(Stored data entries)
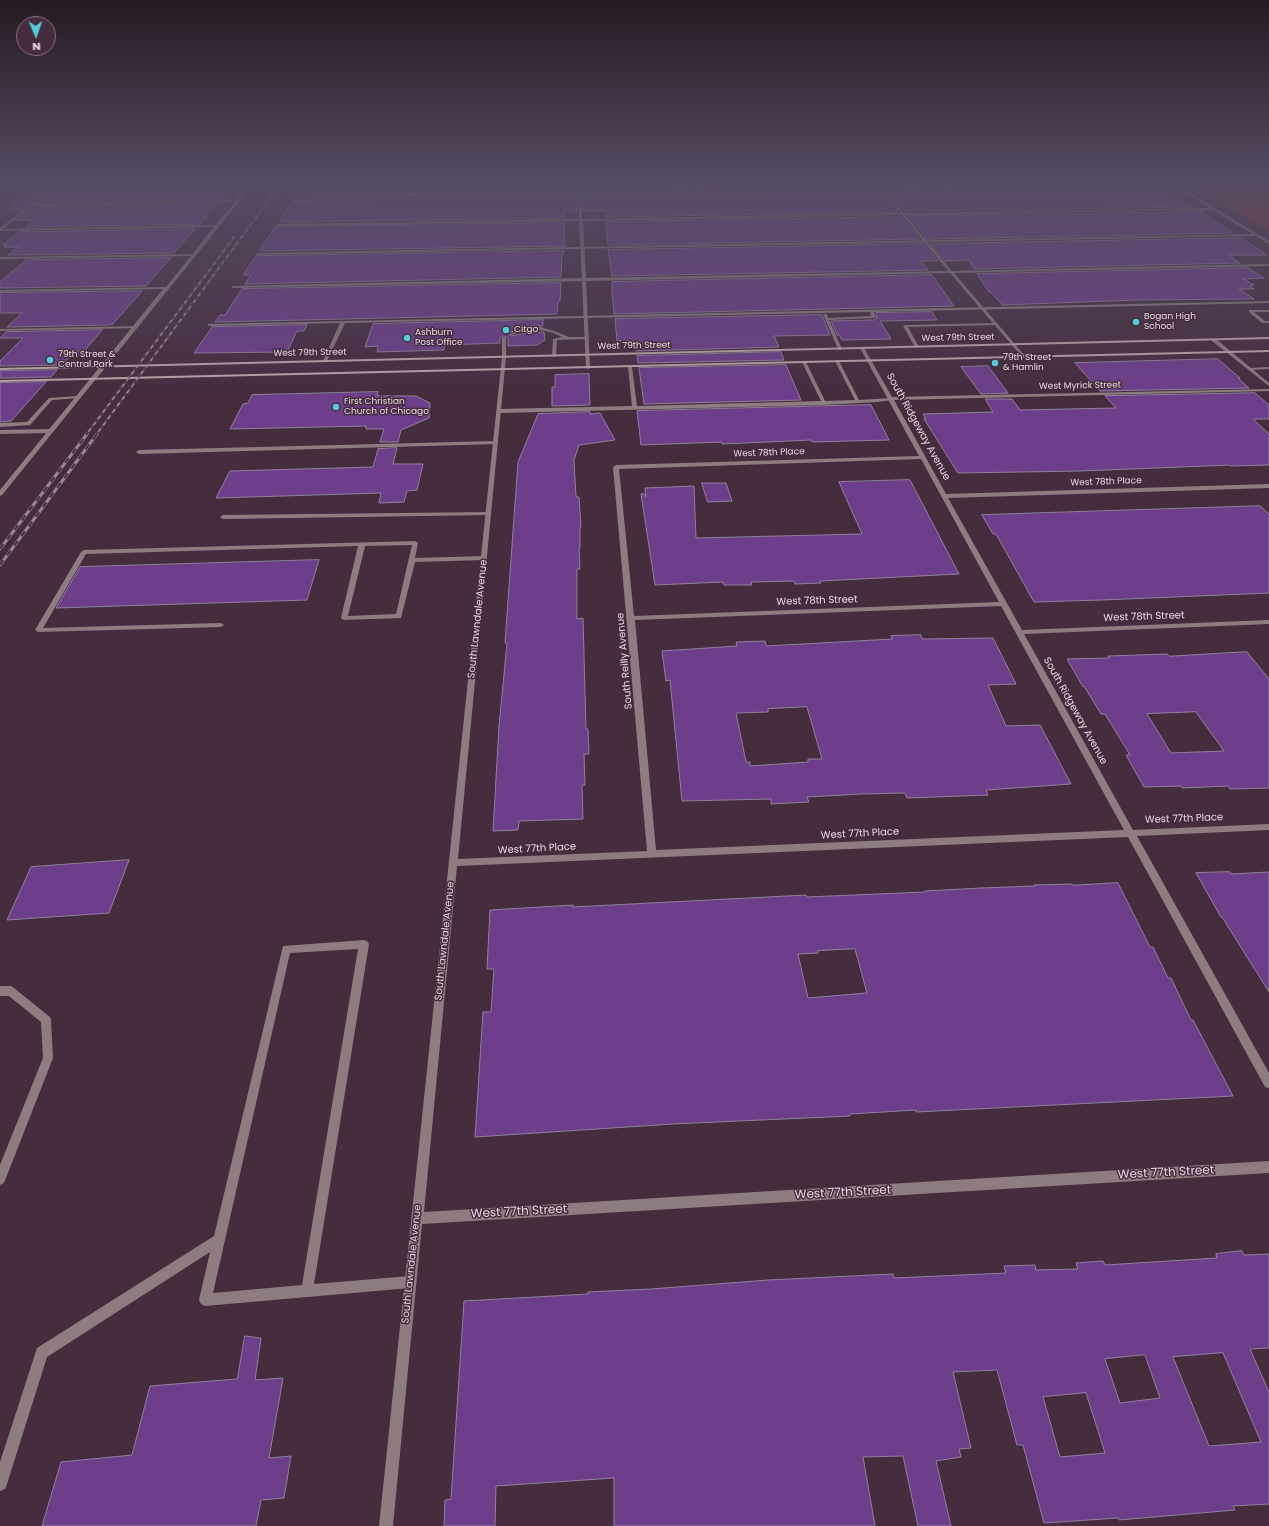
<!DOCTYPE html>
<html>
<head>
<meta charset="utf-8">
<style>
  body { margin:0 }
  #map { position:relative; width:1269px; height:1526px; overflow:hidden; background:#452d3e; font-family:Poppins,sans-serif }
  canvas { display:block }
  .north { position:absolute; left:16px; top:16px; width:40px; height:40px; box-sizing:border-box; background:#452d3e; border:1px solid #867180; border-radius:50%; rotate:178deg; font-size:11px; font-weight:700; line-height:16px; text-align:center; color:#e8d8e3 }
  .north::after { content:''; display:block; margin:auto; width:14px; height:18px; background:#52ccd6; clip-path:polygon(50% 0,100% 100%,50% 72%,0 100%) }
</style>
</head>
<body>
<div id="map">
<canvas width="1269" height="1526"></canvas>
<div class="north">N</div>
</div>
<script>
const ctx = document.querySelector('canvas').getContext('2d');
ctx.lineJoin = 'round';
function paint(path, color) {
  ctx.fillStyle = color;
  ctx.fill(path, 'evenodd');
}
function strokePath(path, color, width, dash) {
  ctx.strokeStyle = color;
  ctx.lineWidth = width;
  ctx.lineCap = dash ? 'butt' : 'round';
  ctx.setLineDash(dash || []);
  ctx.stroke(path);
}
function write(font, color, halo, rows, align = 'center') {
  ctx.font = font + ' Poppins,sans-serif';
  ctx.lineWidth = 3;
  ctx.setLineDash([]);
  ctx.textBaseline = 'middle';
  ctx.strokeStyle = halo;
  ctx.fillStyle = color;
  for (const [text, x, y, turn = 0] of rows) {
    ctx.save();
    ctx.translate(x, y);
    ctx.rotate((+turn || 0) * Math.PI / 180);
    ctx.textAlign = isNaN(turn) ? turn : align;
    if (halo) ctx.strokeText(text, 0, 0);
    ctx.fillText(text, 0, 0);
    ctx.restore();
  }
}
const green = new Path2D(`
  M1192,185H1269V231Z`);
const building = new Path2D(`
  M233,185L222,199L41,201L58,188Z
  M304,185H560L561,190H577V193L295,198Z
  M598,185H706V188L841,186L843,189L583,193V190H598Z
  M893,185H1075L896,188Z
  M1161,187L1193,207L905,211L887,192Z
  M39,188H49L21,210H8Z
  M881,192L897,212L606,217V211H583V197Z
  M577,197V212H564V218L279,222L292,202Z
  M218,203L200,224L26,227L34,220H17L35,206Z
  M1201,212L1233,233L927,239L908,216Z
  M901,217L920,239L608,245L607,238L606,222Z
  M564,223L565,246L259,251L276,226Z
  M195,229L174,253L8,255L19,247H4L7,245H3L19,232Z
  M1241,238L1267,255H1228L1240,263L974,269L969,260L945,261L931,244Z
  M924,244L938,261H921L928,270L612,276L608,250Z
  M564,251V253H562L561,277L245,284L251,275H243L256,256Z
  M171,258L146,286L0,288V282L26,260Z
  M1248,268L1264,278L1243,279L1254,285L1249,286L1254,289H1239L1254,299L1137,300L1002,305L991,292H989L977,274Z
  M932,275L954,306L614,314L612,291V282Z
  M561,283L560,301L558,302L557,314L215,322L220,315H225L242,289Z
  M142,291L113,324L107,325L11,327H7L22,313H0V293Z
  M932,312L937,320L880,321L891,339L842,340L839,335H837L831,321L874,320L877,318L876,313Z
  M822,315L830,335L774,336L779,347L636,351L635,341H617L615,319Z
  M543,320V326H526L508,333L511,336L531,332H544L545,340L537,345L508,346V338L503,336L500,338V343L445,345L444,350L377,352L378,346L365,347L373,324Z
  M307,325L304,331H297L287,352L194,353L212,327Z
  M102,330L80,356H70L62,365L0,366V361L23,338H0L6,332Z
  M781,352L784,360L638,363L637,356Z
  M1218,359L1240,378H1238L1249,388L1100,391L1075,363Z
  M786,365L801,400L644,404L639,368Z
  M988,366L1008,393L981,394L961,367Z
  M57,370L51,377L0,378V371Z
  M589,374L590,405L552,406V387H555V375Z
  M46,382L11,421L0,422V383Z
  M378,392L377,396H416L430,403L429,418L401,430L398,442H380L384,429H366V426L230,429L243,404L248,403L252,395Z
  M1255,393L1269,405V419H1253L1269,434V465L1231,466L1230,465L1081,471L958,473L924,419H926L923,414L993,412L985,399H1012L1020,410L1116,408L1105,396Z
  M871,405L889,440L812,442L811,440L722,444V442L641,445L637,411Z
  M590,412V414L600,413L615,440L579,445L574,460L576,497H579L581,527H580V547H579L580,569H577V619L583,618L586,729H588L589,754H584L585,785H582L583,819L519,821L518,830L493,831L499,726L507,643H505L518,462L538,414Z
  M397,448L393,464H423L417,490L407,491L404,502L379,503L381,493L216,498L230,471L373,467L378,449Z
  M910,480L959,574L820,581L821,583L795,584L794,581L751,582L752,585H724L723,582L655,585L641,494L643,493L646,497L645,488L694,486L696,538L862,534L839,482Z
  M702,483H726L732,501L708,502Z
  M1260,506L1269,514V593L1102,600L1034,602L996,534H993L982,515Z
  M319,560L307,600L56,608L80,567Z
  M921,635L922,639L993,638L1016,684L988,685L1006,726L1040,725L1071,784L986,790L988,795L907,798L905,793L862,794L807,797L809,802L771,804V799L682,801L670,680L666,681L662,651L737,646L736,642L765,641L766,646L893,639L891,636ZM807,707L822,759H808V762L750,766V762H746L736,713L768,712V709Z
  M1247,652L1269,679V788L1230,789L1228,786L1182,788L1181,786L1144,787L1126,755H1130L1105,714H1101L1084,686L1083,687L1067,659L1109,658L1108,656L1167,654L1169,656ZM1196,712L1224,751L1171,753L1147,714Z
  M129,860L109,913L7,920L31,867Z
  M1230,872L1231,874L1269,872V992L1222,917H1221L1196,873Z
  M1118,883L1150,947H1153L1168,978H1171L1191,1020H1193L1233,1096L916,1112V1110L850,1114V1116L673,1124L475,1137L483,1012H491L494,969H487L490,910L573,905V907L806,895L807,897L925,892V891L981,888L1035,886L1034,885L1072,884L1073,885ZM855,949L867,993L808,998L798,954L818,953V951Z
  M1242,1251L1244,1255L1269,1254V1348L1250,1349L1269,1392V1504L1233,1506L1235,1510L1119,1520L1118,1518L1044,1523L1023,1445H1017L997,1370L953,1372L971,1448L959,1449L961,1457L936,1461L951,1526H918L903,1456L863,1457L875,1526H614V1478L496,1486L495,1526H444L445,1500L451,1499L464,1301L588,1294V1292L651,1289L768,1280L893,1274L894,1278L1006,1273L1004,1266L1035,1265L1036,1270L1078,1269L1076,1263L1103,1261L1105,1265L1217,1258L1216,1254ZM1223,1353L1261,1442L1209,1446L1173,1357ZM1145,1355L1160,1398L1120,1403L1105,1359ZM1086,1393L1105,1453L1060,1457L1043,1397Z
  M245,1336L261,1338L255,1380L283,1378L269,1458L291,1456L284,1498L261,1500L256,1526H42L61,1462L132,1455L150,1386L237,1379Z`);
const path = new Path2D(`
  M1235,185L1269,198`);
const service = new Path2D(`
  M56,185H60L37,203L237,200L239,201L34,205L0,231V228Z
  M1140,185H1178L294,201L292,200Z
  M1257,234L1256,236L257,255L255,254L257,253Z
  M195,254L194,256L0,259V257Z
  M1269,301V303L874,312L876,317L874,318L829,320L842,349L840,350L838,349L823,314H827L828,318L871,316L870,312L345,323L327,361L325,362L323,361L340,323L209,326L207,325L209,324Z
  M1250,310H1269V312H1254L1265,321H1269V323H1262L1249,312V310Z
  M995,323L997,324V325L908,327L919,347L917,348L915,347L903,326L905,325Z
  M138,326V328H136L0,331V329Z
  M540,327L554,331L569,337H586L588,338L586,339L557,340L556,356L554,357L552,356L553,339L562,337C543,327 531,329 511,335L509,334L526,328Z
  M504,337L506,338V357L504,358L502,357V338Z
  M837,360L839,361L859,400L891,398L893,399V400L877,402L824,405L499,413L496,411L499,409L632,406L628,367L630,366L632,367L637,406L821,401L802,362L804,361L806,362L825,401L855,400L835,361Z
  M1269,367V369L1250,370L1248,369L1250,368Z
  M78,396L80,397V398L52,400L30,425L0,427V423L27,422L49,398Z
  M0,430L51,429L54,431L51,433L0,434Z
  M496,441L498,442V444L139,454L136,452L139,450Z
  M488,512L491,514L490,515L223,519L220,517L223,515Z
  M415,541L418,543L415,558L484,556L487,558L484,560L415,562L401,618L344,620L341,618L358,546L86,554L43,628L221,623L224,625L221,627L38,632L35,630L81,552L84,550ZM412,545L396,614L348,616L365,546Z
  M364,940L367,941L369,944L314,1284L410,1276L414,1278L416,1282L414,1286L410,1288L205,1306L201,1304L199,1300L210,1252L47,1357L7,1484L5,1489L0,1491V1462L37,1348L214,1236L283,946ZM358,949L302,1285L213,1293L290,953Z
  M0,986H11L14,988L50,1017L51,1020L53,1058L4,1183L0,1185V1165L43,1058L41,1022L9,996H0Z`);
const minor = new Path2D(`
  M249,185H252L219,227L2,495L0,496V490L163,289L0,292V290L166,287L214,227L0,231V229L216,225Z
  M578,185H581L582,219L900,213L877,185H879L904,213L1210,208L1173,185H1177L1269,241V244L1213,210L905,215L952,271L1269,264V266L954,273L1025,356V358H1023L950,273L586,281L590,368L588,369L586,368L582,281L233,288L231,287L233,286L582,278L579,221L279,226L277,225L279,224L579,219ZM902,215L948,271L586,278L583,221Z
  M1212,339H1216L1269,383V386L1212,341Z
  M862,347L864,348L892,397L1269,389V391L894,400L946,494L1269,484V488L948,498L1022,630L1269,620V624L1024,634L1133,830L1269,824V830L1137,836L1269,1073V1088L1265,1087L1128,837L457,866L424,1212L1269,1161V1173L422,1224L393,1526H379L502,357L504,356L506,357L458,859L647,851L613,467L616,465L919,456L860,348ZM921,459L999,602L634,616L619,469ZM1001,606L1124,830L656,850L635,620Z`);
const secondary = new Path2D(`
  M1269,337V339L0,370V368Z
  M1269,350V352L0,382V380Z`);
const railFar1 = new Path2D(`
  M86,435L234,237
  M96,435L280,185`);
const rail = new Path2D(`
  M0,549L87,434
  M0,565L97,434`);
const markers = [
  [1136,322,4,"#52ccd6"],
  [506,330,4,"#52ccd6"],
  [407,338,4,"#52ccd6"],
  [50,360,4,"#52ccd6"],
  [995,363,4,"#52ccd6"],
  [336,407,4,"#52ccd6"]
];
const farPoinames = [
  ["Bogan High",1144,317],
  ["School",1144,327],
  ["Citgo",514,330],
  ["Ashburn",415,333],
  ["Post Office",415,343],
  ["79th Street &",58,355],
  ["Central Park",58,365],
  ["79th Street",1003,358],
  ["& Hamlin",1003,368],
  ["First Christian",344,402],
  ["Church of Chicago",344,412]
];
const farStreetnames = [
  ["West 79th Street",958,338,-1],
  ["West 79th Street",634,346,-1],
  ["West 79th Street",310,353,-1],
  ["West Myrick Street",1080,386,-1],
  ["West 78th Place",769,453,-2],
  ["West 78th Place",1106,482,-2]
];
const streetNames = [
  ["South Ridgeway Avenue",918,427,61],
  ["West 78th Street",817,601,-2],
  ["West 78th Street",1144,617,-2],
  ["South Lawndale Avenue",478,619,-84],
  ["South Reilly Avenue",625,661,-95],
  ["South Ridgeway Avenue",1075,711,61],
  ["West 77th Place",1184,819,-2],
  ["West 77th Place",860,834,-3],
  ["West 77th Place",537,849,-3],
  ["South Lawndale Avenue",445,941,-84],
  ["South Lawndale Avenue",412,1264,-84]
];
const nearStreetnames = [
  ["West 77th Street",1166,1173,-3],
  ["West 77th Street",843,1193,-3],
  ["West 77th Street",519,1212,-3]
];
paint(green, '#813125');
paint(building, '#6d3f8b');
strokePath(building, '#90809c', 1);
strokePath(path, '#8c7886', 1, [1.5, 1.5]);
paint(service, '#8d7d80');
paint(minor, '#8d7d80');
paint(secondary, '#bea5aa');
strokePath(railFar1, '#9a8694', 2);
strokePath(rail, '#9a8694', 3);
strokePath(railFar1, '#452d3e', 1.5, [4]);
strokePath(rail, '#452d3e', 2, [6]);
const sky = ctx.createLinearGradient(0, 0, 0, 398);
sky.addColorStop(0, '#261922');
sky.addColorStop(0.46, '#564c63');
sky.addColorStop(1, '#564c6300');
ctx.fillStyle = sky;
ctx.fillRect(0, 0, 1269, 398);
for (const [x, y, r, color] of markers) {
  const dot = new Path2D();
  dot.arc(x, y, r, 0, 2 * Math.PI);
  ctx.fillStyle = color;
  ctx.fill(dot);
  strokePath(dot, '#452d3e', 1.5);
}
write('9px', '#e8d8e3', '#452d3e', farPoinames, 'left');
write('9px', '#e8d8e3', '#452d3e', farStreetnames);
write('10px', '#e8d8e3', '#452d3e', streetNames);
write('12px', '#e8d8e3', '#452d3e', nearStreetnames);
</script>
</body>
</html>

REQUIRED WORK:
Return all lines above that mention the word "rows".

SOLUTION TO THE EXERCISE:
function write(font, color, halo, rows, align = 'center') {
  for (const [text, x, y, turn = 0] of rows) {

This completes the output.